Researchers rigorously test and analyze e-CHACRs and ERACRs, as well as results DNA At the molecular level, in meticulous detail. Beer estimates that the research team, which includes UC Berkeley’s mathematical models, spent an estimated 15 years of effort extensively developing and analyzing new systems. Nevertheless, he cautioned that there are unpredictable scenarios that may emerge, and neutral systems for field-acting gene drives should not be used with false protection.
“Such breaking elements must now be developed and reserved in the case, as it is not known whether some seemingly extraordinary interactions between these elements and the gene drive are designed for unethical activities,” he said. .
According to Bulger, gene drives have a lot of potential to reduce misery, but deploying them responsibly depends on the fact that having control mechanisms should produce unexpected results. ERACRs and eCHACRs give ways to prevent gene drives from spreading and, in the case of ERACRs, can potentially revert the engineered DNA sequence to a state very close to the naturally occurring sequence.
“Because ERACRs and e-CHACRs do not possess their own source of Cas9, they will only spread as gene drives and not edit wild-type populations,” Bulger said. “These technologies are not perfect, but we now have a more comprehensive understanding of why and how unintended consequences affect their function and we believe they have the potential to be powerful gene drive control mechanisms.

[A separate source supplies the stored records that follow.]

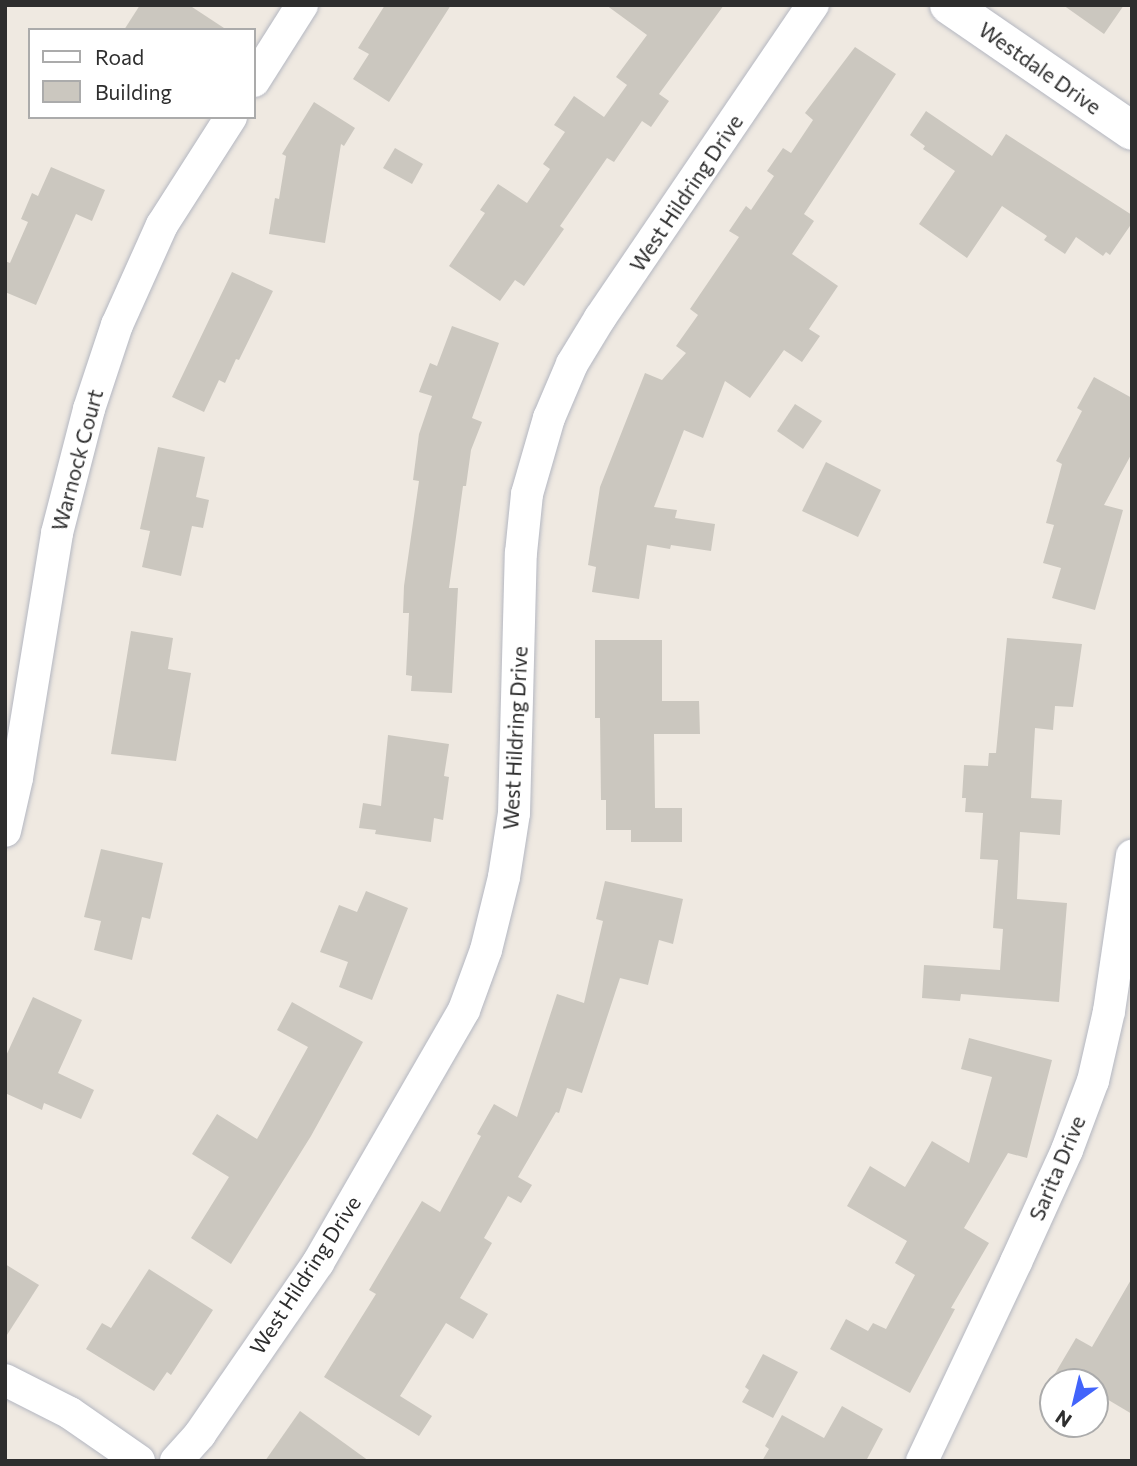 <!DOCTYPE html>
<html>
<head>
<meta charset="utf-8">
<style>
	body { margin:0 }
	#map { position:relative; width:1137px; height:1466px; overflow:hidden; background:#efe9e1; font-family:Commissioner,sans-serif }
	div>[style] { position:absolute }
	.building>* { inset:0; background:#cbc7bf }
	.roads { filter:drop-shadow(0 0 2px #b4b7c1) drop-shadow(0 0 2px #b4b7c1) }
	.street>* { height:32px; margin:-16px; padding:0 16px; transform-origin:16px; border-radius:16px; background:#fff }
	.secondary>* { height:38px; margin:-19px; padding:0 19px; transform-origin:19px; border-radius:19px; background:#fff }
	span { translate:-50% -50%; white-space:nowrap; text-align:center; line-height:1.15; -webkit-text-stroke:5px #fff; paint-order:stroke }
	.street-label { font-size:21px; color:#2e2e2e }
	.frame { position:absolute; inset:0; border:7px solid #2e2e2e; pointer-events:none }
	.legend { position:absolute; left:28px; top:28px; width:228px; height:91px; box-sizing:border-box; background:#fff; border:2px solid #ababab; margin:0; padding:9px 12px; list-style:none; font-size:21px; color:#2e2e2e }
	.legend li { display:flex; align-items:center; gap:14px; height:35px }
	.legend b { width:35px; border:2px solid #ababab }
	.north { position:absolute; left:1039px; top:1368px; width:70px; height:70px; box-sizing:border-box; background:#fff; border:2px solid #ababab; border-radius:50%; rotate:214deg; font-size:19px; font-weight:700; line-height:28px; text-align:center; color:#2e2e2e }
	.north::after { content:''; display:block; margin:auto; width:24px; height:32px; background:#4264fb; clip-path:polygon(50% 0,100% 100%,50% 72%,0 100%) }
</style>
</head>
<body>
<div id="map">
	<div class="building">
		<div style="clip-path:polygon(140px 5px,189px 5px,227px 30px,124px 30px)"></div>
		<div style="clip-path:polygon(385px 5px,451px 5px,389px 102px,353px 79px,369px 54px,358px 48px)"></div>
		<div style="clip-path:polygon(606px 5px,724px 5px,659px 94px,669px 101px,651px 127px,642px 121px,614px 162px,607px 158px,560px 226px,564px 229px,524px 286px,515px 280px,500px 301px,449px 266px,485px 213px,480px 210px,498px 184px,527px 203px,550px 169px,543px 164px,565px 132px,554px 125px,574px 96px,604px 117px,627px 85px,616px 77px,647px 35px)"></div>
		<div style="clip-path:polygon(1063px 5px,1124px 5px,1104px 34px)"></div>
		<div style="clip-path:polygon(855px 47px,896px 74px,804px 214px,814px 221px,792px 254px,838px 286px,809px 329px,820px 336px,802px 362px,784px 350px,750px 398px,725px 381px,703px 438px,684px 430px,654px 507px,677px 510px,675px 518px,715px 524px,711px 551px,671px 545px,670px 549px,647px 545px,639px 599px,592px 592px,596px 567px,588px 565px,600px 487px,645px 373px,662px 380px,686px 353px,676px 346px,698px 315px,690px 309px,739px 237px,729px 231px,746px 206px,751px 210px,774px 176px,767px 171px,783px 148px,791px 153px,813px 120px,805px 113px)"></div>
		<div style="clip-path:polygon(314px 102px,355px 128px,344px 146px,341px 144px,325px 243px,269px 234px,275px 198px,279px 199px,286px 156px,282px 154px)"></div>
		<div style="clip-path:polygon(926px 111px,992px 156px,1006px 134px,1132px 215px,1132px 223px,1110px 255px,1106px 252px,1103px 256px,1076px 237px,1065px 254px,1044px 240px,1047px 236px,1002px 206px,967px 258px,919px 224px,955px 171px,923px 149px,925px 146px,910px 135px)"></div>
		<div style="clip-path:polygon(395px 148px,423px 164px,412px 184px,383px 168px)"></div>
		<div style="clip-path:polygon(51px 167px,105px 190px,92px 221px,76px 214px,36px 305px,5px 292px,5px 261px,10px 263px,28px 222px,21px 219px,32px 193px,38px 196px)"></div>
		<div style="clip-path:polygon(232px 272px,273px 291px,239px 360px,236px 359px,225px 383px,219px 380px,204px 412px,172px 397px)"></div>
		<div style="clip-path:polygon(452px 326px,499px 343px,472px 418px,482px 422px,471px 450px,466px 486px,463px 486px,449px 588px,458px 588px,452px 693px,411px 691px,412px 676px,406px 675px,409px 613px,403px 613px,404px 586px,419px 481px,413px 480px,419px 434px,432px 396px,419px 392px,430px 363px,437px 366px)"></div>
		<div style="clip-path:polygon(1094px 377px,1132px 398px,1132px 453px,1104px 505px,1123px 510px,1095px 610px,1052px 598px,1061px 568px,1043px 563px,1054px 525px,1046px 523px,1062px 464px,1056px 461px,1082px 411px,1077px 408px)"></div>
		<div style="clip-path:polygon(795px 404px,822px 421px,803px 449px,777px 431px)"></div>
		<div style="clip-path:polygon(158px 447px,205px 457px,196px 497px,209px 500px,203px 528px,192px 526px,181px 576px,142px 567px,150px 531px,140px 529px)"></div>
		<div style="clip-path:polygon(826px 462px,881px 490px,858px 537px,802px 511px)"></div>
		<div style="clip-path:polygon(131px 631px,173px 638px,168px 669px,191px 673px,176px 761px,111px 754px)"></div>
		<div style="clip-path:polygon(1007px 638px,1082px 644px,1073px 707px,1055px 706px,1053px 730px,1035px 728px,1031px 798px,1062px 800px,1060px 835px,1020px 832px,1017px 899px,1067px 903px,1059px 1002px,961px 994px,960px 1001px,922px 998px,924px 965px,1000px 970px,1003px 929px,993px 928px,998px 860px,980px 859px,983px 813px,965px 812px,966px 798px,962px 798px,964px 765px,988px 766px,989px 753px,996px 753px)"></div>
		<div style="clip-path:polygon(595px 640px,662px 640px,662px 701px,699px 701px,700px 734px,654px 734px,655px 808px,682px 808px,682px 842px,631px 842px,631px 830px,606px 830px,606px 800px,601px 800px,600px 718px,595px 718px)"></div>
		<div style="clip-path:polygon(388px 735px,449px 744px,444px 776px,449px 777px,443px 820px,434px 818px,431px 842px,375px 834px,376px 830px,359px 828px,363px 803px,381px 806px)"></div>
		<div style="clip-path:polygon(101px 849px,163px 863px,150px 919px,142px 917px,132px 960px,94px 950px,101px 921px,84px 917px)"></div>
		<div style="clip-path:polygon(605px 881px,683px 899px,673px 944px,659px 940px,648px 985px,620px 978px,582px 1093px,567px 1088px,559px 1113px,556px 1112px,518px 1177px,532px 1185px,521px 1203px,508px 1196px,484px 1238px,492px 1243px,460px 1298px,488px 1314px,473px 1339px,446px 1323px,400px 1396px,432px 1416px,419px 1436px,324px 1377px,376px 1294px,369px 1290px,422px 1201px,440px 1212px,481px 1136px,477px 1134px,494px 1104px,517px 1117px,557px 994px,584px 1003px,603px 921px,596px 919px)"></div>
		<div style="clip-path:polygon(366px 891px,408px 908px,372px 1000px,339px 987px,348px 962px,320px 952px,339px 905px,357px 912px)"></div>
		<div style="clip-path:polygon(33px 997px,82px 1020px,58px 1073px,94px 1090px,81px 1119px,44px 1103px,42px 1110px,5px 1093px,5px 1058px)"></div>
		<div style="clip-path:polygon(292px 1002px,363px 1042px,311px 1136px,231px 1264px,191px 1238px,229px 1177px,192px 1154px,217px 1114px,257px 1139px,308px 1047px,277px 1030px)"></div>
		<div style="clip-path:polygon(969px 1038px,1052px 1060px,1027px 1158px,1008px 1153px,964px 1228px,989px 1243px,951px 1308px,955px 1309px,910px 1393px,830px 1349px,846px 1319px,868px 1331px,873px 1323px,886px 1329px,915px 1275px,895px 1263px,907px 1241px,847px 1206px,870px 1166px,905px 1187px,932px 1141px,969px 1163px,992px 1077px,961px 1069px)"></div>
		<div style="clip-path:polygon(5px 1264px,39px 1285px,5px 1338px)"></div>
		<div style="clip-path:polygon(149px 1269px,213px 1310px,171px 1375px,167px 1372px,154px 1391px,86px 1349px,102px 1323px,111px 1328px)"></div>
		<div style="clip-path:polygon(1132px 1278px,1132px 1414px,1095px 1392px,1095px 1382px,1050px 1382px,1076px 1338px,1092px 1347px)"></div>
		<div style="clip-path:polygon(763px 1354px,798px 1372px,773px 1418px,742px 1402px,749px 1390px,745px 1387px)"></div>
		<div style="clip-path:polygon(842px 1406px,883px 1429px,866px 1461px,762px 1461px,769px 1449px,765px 1446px,782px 1415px,824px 1438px)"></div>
		<div style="clip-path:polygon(300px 1411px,369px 1461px,265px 1461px)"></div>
	</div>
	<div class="roads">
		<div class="street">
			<div style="left:254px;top:81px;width:90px;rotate:-57.7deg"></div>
			<div style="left:5px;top:831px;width:54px;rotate:-77.2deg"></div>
			<div style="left:17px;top:778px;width:248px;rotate:-80.7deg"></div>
			<div style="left:57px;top:533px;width:128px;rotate:-75.5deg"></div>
			<div style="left:89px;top:409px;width:89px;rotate:-71.6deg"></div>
			<div style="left:117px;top:325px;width:110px;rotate:-65.8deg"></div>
			<div style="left:162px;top:225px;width:128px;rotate:-57.4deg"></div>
			<div style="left:5px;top:1380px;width:73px;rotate:26.9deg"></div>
			<div style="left:70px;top:1413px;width:84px;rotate:34.8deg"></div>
			<div style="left:176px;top:1461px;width:36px;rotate:-48deg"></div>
			<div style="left:200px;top:1434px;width:208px;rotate:-55.4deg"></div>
			<div style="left:318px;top:1263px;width:292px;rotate:-60deg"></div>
			<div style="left:464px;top:1010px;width:64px;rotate:-69.9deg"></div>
			<div style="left:486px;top:950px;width:75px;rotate:-76.1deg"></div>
			<div style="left:504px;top:877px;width:65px;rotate:-81.1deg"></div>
			<div style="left:514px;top:813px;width:260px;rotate:-88.5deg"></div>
			<div style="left:521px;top:553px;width:59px;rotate:-84.2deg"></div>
			<div style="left:527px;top:494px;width:79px;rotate:-73.9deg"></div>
			<div style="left:549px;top:418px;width:59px;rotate:-66.9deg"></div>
			<div style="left:572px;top:364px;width:54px;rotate:-58.7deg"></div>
			<div style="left:600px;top:318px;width:379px;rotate:-55.8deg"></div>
			<div style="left:922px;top:1461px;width:220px;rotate:-64.7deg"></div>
			<div style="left:1016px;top:1262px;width:123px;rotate:-65.5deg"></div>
			<div style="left:1067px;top:1150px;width:74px;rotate:-69.4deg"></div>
			<div style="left:1093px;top:1081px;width:72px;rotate:-77.1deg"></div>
			<div style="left:1109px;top:1011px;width:157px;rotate:-81.6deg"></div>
		</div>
		<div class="secondary">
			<div style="left:949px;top:5px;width:222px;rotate:34.5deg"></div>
		</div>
	</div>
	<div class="street-label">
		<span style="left:1040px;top:68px;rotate:35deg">Westdale Drive</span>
		<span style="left:686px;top:193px;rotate:-56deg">West Hildring Drive</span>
		<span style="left:77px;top:460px;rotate:-75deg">Warnock Court</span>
		<span style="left:515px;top:738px;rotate:-87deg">West Hildring Drive</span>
		<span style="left:1057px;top:1168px;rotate:-67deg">Sarita Drive</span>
		<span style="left:305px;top:1275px;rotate:-57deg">West Hildring Drive</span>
	</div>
	<div class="frame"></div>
	<ul class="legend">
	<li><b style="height:9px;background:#fff"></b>Road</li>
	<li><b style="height:19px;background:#cbc7bf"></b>Building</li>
	</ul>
	<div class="north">N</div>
</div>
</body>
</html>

References: “Active Genetic Neutralizing Elements for Healthy and Deleting Gene Drives” by Jiang-Ru Shannon Xu, Emily Bulger, Valentino Gantz, Carissa Klencek, Stephanie Hemler, Ankush Hemdkar, Jared Bennett, Lauren Ashley Miller, Sarah Liège, Sarah Sainz Justi. Anna Buchman, Omar Akbari, John M. Marshall and Ethan Bier, 18 September 2020, Molecular cell.
DOI: 10.1016 / j.molcel.2020.09.003
Support for the research includes: National Institutes of Health (R01 GM117321; DP5OD023098); One Paul. Alan Frontiers Group District Investigator Award; DarpaSafe Gene Program (HR0011-17-2- 0047); And TIGS-UC San Diego, a gift from Tata Trusts in India.
Bier and Gantz serve on the State Equity Interest and the Director of Synbal Inc. and the Scientific Advisory Board. Bier, Gantz and Akbari serve on the State Equity Interest and Agragene Inc.’s Scientific Advisory Board. Akbari also receive income from Agragene. These companies could potentially benefit from research results.